Let $A$ be a commutative ring. The elementary subgroup $E_n(A)$ of $SL_n(A)$ is the subgroup generated by the elementary transvections $e+te_{ij}$, where $1\leqslant i,j\leqslant n$ are distinct and $t$ is any element of $A$. This notion generalizes to any reductive $A$-group scheme $G$ satisfying a suitable isotropy condition. Namely, one defines the elementary subgroup $E(A)$ of the group of $A$-points $G(A)$ as the subgroup generated by the $A$-points of unipotent radicals of parabolic subgroups of $G$. The functor $K_1^G(-)=G(-)/E(-)$ on the category of commutative $A$-algebras is called the non-stable $K_1$-functor associated to $G$. If $A=k$ is a field and $G$ is semisimple, $E(k)$ is nothing but the group $G(k)^+$ introduced by J. Tits; in this case $K_1^G(k)=W(k,G)$ is also called the Whitehead group of $G$, and its computation is the subject of the Kneser–Tits problem.

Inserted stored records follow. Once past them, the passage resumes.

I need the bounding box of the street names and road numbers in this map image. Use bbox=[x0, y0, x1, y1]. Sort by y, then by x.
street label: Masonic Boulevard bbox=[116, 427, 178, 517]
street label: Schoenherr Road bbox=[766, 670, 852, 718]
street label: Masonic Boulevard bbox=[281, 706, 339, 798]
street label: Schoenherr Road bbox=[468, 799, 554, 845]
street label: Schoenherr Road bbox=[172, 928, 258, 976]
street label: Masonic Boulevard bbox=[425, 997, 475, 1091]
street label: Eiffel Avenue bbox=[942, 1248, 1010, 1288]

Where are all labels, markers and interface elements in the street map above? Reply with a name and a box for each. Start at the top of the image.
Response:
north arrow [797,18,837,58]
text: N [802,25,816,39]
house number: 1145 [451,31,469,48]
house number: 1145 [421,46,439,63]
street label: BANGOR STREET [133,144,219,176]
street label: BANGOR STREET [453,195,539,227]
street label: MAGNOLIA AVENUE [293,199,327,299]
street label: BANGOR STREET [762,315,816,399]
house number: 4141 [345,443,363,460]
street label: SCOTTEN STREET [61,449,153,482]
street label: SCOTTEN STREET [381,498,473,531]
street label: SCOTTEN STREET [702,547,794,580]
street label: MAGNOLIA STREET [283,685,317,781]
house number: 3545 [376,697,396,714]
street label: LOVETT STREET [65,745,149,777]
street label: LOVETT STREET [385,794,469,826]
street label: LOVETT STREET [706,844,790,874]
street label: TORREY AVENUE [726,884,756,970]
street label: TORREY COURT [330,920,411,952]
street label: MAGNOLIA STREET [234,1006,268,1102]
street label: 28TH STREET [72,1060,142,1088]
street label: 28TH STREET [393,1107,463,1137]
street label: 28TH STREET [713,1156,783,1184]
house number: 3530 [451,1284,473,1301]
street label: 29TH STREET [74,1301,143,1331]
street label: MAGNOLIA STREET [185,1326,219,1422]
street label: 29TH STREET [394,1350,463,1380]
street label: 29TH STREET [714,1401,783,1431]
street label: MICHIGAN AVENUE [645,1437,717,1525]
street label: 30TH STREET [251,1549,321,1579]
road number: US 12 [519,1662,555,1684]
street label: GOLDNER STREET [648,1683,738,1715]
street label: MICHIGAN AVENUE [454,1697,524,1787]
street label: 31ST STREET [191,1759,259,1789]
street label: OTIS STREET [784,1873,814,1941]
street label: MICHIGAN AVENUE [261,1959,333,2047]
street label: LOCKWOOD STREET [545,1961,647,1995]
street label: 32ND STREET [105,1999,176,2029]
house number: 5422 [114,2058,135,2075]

In this context, it has been known for some time that if $G$ is simply connected, then $K_1^G(k)$ coincides with the $R$-equivalence class group $G(k)/R$ in the sense of Yu. Manin. We generalize this identification to reductive groups over rings other than fields and apply it to the study of birational properties of $K_1^G$ and $G(-)/R$. The talk is based on a joint work with P. Gille.